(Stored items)

========

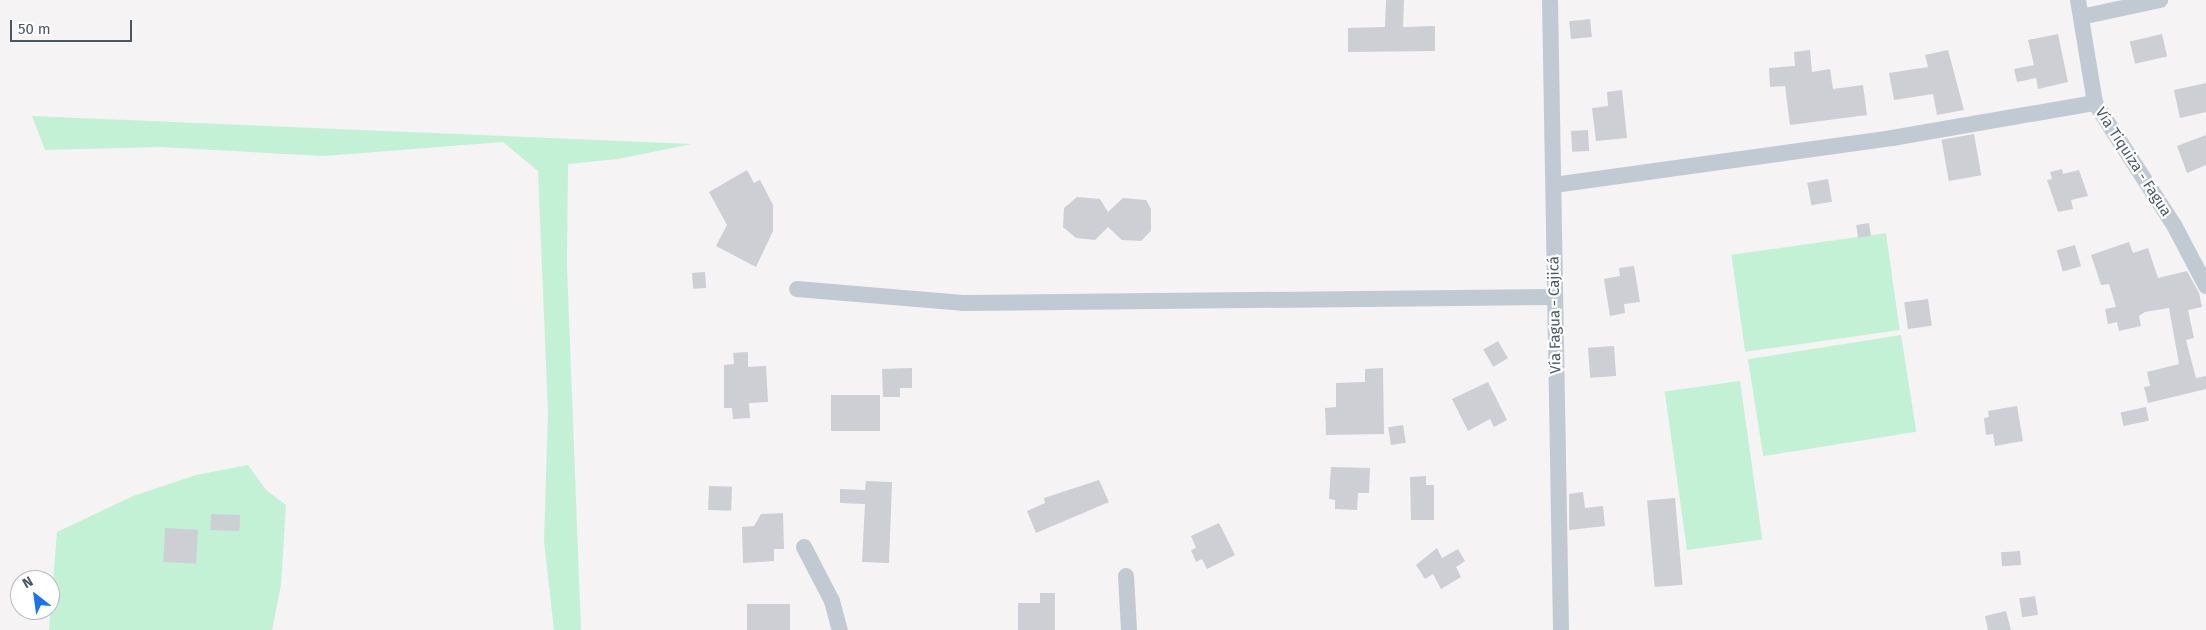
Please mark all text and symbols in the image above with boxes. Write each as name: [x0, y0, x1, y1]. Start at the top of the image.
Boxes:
scale bar: [12, 10, 135, 42]
text: 50 m: [18, 20, 51, 38]
street label: Vía Tiquiza - Fagua: [2091, 104, 2175, 220]
street label: Vía Fagua - Cajicá: [1545, 256, 1565, 374]
north arrow: [10, 570, 60, 620]
text: N: [19, 573, 36, 592]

========

Exactly as they stand, the entries must be written out again, pictures excluded.

Please mark all text and symbols in the image above with boxes. Write each as name: [x0, y0, x1, y1]. Start at the top of the image.
Boxes:
scale bar: [12, 10, 135, 42]
text: 50 m: [18, 20, 51, 38]
street label: Vía Tiquiza - Fagua: [2091, 104, 2175, 220]
street label: Vía Fagua - Cajicá: [1545, 256, 1565, 374]
north arrow: [10, 570, 60, 620]
text: N: [19, 573, 36, 592]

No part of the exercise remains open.